[Opening INPUT DATA section]

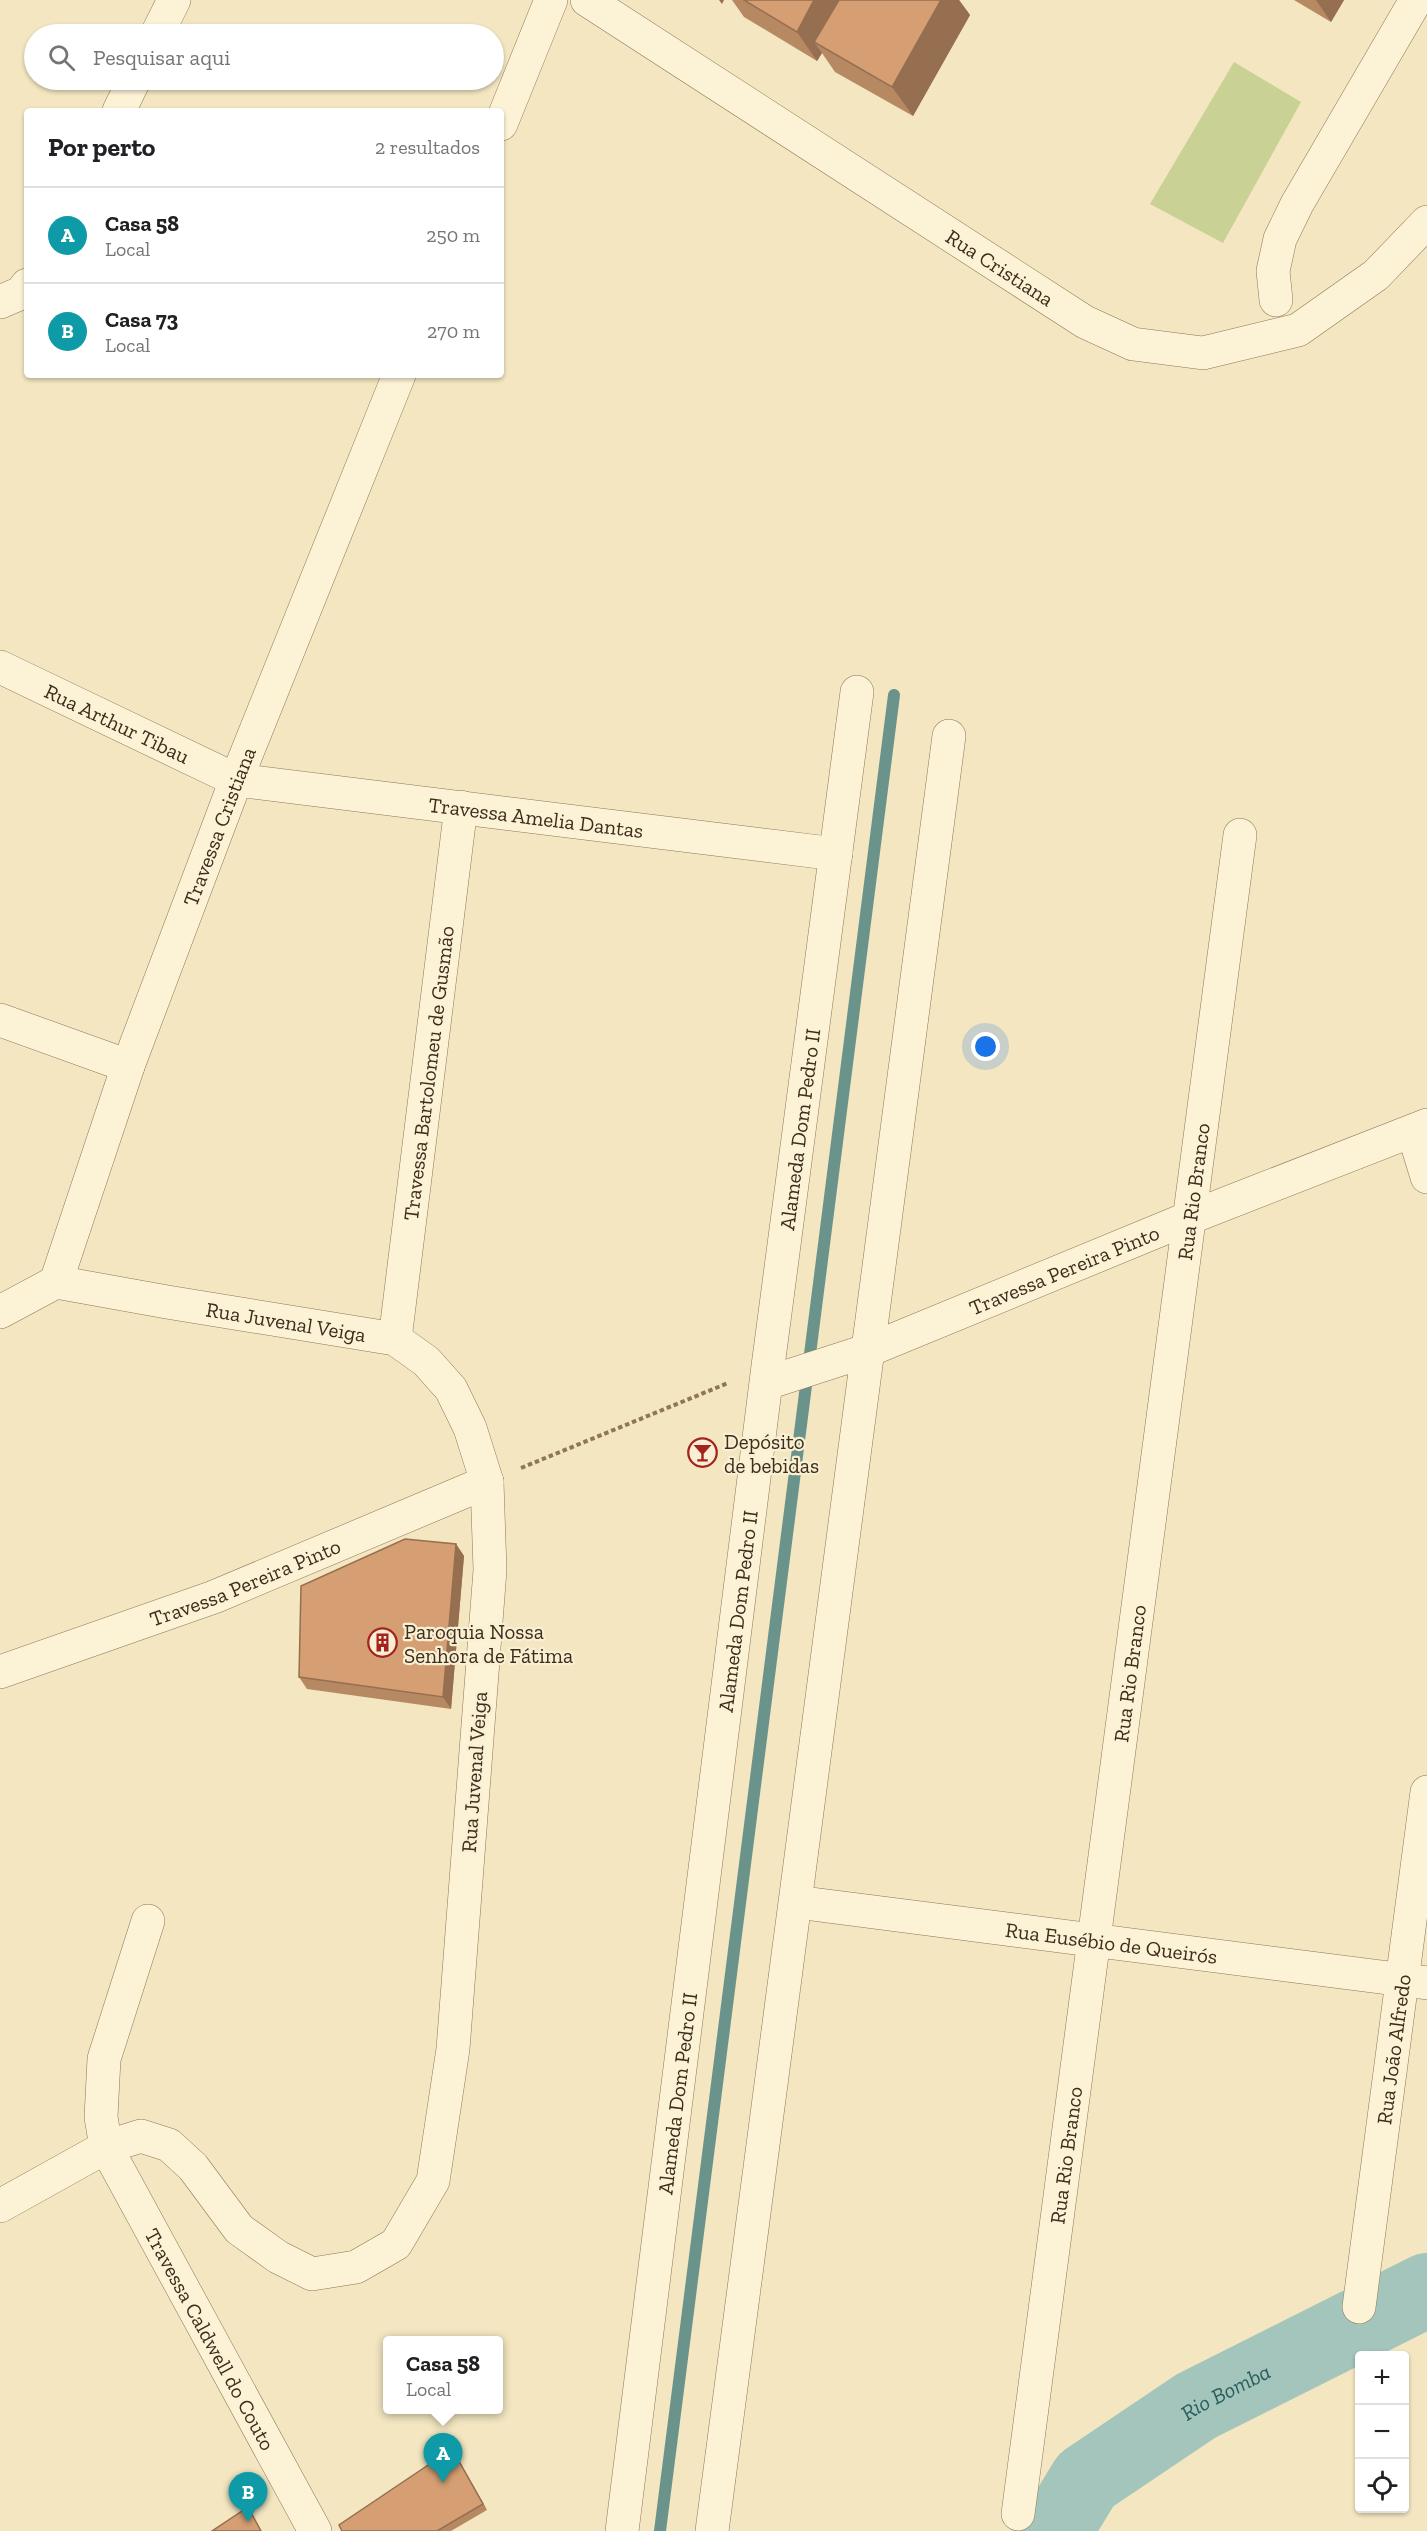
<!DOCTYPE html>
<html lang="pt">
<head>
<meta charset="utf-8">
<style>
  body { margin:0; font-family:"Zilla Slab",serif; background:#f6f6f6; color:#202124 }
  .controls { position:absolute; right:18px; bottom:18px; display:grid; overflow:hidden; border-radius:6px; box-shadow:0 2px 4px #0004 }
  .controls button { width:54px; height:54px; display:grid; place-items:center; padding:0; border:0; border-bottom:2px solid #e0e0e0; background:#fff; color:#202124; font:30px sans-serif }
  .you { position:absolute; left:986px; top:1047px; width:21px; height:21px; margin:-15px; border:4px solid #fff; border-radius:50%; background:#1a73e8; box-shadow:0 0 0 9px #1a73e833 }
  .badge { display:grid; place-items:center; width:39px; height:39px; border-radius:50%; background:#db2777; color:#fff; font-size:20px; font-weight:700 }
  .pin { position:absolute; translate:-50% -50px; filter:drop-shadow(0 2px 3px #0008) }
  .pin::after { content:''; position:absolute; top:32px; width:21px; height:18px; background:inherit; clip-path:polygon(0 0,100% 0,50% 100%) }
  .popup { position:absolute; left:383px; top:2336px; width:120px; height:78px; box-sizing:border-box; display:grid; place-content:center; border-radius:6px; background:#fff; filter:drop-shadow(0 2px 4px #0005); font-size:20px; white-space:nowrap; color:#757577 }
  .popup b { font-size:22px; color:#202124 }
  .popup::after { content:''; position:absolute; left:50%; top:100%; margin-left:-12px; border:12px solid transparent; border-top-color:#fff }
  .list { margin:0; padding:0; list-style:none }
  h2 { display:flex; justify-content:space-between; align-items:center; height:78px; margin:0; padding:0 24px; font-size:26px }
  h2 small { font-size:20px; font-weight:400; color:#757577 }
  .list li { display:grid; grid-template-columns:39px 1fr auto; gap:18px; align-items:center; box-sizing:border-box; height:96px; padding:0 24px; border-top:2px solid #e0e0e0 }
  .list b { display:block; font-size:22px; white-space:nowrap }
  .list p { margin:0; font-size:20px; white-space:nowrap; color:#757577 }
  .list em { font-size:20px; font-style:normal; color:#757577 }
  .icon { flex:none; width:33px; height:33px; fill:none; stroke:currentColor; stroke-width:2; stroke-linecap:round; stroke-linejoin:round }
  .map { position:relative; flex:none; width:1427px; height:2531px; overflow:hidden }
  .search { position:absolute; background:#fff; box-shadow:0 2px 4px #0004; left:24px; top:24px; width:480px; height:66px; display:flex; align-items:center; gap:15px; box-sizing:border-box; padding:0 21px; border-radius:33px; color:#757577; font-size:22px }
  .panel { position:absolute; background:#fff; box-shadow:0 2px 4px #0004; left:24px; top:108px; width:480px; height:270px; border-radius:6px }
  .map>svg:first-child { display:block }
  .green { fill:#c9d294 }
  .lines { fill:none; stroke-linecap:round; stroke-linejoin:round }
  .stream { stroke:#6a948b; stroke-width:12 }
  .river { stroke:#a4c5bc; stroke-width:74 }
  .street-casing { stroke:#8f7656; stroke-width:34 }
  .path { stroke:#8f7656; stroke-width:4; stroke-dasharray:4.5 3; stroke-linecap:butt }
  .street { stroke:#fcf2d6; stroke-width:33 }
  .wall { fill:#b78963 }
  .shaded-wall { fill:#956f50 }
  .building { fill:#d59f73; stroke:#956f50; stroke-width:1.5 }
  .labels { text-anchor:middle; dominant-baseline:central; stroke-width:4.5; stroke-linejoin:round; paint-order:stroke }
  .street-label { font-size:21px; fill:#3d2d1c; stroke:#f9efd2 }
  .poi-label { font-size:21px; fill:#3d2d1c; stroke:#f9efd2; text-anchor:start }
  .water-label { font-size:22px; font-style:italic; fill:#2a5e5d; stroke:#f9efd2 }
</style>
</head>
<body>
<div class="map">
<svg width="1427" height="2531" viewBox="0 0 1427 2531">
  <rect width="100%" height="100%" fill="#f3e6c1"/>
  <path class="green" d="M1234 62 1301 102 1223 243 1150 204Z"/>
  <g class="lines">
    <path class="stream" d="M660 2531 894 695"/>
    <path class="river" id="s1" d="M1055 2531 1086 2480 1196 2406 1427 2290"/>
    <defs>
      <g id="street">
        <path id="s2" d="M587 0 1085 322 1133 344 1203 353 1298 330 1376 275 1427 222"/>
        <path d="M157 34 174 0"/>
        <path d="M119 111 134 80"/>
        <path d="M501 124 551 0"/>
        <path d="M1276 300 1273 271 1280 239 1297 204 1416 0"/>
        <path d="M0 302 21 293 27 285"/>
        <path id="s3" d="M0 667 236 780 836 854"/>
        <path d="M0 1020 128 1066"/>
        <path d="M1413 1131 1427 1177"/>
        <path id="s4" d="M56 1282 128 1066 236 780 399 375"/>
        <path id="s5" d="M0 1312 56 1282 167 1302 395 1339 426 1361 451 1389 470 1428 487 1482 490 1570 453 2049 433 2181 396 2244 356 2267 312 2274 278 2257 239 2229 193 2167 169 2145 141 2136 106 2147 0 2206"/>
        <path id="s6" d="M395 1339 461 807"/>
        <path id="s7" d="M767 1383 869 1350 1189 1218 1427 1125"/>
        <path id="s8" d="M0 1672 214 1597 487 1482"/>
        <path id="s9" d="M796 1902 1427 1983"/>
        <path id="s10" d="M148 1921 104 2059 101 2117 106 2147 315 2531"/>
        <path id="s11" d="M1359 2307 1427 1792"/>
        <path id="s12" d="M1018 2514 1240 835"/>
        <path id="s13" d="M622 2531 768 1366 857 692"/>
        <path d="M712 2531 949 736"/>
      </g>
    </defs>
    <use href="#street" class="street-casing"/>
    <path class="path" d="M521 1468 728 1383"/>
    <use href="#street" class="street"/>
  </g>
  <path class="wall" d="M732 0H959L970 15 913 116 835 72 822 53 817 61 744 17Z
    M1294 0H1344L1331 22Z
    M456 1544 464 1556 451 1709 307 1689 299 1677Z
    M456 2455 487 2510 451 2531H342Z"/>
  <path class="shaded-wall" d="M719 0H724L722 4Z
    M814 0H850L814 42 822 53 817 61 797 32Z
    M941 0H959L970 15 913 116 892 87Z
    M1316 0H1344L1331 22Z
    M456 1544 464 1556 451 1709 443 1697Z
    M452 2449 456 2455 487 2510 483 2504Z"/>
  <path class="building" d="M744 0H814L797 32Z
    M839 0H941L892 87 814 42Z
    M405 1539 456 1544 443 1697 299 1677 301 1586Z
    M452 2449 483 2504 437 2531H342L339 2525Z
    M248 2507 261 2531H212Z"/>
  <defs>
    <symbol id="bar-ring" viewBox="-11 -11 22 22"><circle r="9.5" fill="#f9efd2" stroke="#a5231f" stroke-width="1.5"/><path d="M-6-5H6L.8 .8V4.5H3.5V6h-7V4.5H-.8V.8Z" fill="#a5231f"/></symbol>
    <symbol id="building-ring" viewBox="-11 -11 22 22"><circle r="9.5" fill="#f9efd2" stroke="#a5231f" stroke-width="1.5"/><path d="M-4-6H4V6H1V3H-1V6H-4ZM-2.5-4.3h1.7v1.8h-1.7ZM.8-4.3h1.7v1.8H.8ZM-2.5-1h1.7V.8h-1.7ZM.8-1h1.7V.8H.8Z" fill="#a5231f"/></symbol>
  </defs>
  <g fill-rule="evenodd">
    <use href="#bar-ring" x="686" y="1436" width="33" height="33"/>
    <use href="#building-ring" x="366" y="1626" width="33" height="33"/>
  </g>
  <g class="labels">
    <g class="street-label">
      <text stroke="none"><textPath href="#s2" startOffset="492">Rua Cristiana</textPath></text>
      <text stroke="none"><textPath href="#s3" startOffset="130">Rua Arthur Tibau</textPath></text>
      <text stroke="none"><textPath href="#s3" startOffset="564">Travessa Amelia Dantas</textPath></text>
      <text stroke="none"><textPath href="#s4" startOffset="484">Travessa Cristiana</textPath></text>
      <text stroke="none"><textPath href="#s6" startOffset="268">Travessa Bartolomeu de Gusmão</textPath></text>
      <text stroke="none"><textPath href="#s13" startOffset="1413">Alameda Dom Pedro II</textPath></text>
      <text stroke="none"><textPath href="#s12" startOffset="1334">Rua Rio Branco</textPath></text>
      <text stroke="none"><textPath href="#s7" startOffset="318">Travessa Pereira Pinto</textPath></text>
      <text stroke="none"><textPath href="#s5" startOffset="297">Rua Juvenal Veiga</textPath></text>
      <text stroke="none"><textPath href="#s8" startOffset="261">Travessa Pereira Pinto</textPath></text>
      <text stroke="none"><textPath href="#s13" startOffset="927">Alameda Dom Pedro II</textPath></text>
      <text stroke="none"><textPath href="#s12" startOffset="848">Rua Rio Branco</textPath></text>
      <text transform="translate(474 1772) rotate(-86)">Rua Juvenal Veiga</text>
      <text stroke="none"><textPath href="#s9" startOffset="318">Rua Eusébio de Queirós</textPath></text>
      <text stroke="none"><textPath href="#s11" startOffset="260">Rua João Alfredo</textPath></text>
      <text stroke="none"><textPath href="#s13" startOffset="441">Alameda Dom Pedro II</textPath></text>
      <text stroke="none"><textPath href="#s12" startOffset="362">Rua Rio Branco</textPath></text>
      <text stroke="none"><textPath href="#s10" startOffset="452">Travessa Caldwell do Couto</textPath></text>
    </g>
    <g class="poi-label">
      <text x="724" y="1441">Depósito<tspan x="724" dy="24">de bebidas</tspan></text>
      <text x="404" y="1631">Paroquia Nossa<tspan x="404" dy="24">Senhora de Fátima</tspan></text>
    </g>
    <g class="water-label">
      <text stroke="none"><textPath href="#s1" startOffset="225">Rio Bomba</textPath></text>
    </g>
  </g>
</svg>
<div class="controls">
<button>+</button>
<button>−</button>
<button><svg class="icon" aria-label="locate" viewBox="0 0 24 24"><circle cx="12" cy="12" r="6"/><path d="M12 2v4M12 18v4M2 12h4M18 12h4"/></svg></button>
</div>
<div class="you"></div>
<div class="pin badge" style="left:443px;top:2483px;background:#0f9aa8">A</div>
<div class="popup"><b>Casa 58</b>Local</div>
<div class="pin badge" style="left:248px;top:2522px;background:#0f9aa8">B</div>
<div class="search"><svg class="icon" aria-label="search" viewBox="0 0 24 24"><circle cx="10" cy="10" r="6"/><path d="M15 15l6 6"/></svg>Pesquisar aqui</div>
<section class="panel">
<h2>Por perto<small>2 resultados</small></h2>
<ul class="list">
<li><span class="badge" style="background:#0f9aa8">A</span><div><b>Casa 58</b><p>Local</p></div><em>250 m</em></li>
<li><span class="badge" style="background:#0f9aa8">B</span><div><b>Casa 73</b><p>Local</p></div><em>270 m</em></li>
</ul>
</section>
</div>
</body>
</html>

[Closing INPUT DATA section]

Search the entries above for the word "white" and copy each line where it appears.

[ANSWER SECTION]
  .popup { position:absolute; left:383px; top:2336px; width:120px; height:78px; box-sizing:border-box; display:grid; place-content:center; border-radius:6px; background:#fff; filter:drop-shadow(0 2px 4px #0005); font-size:20px; white-space:nowrap; color:#757577 }
  .list b { display:block; font-size:22px; white-space:nowrap }
  .list p { margin:0; font-size:20px; white-space:nowrap; color:#757577 }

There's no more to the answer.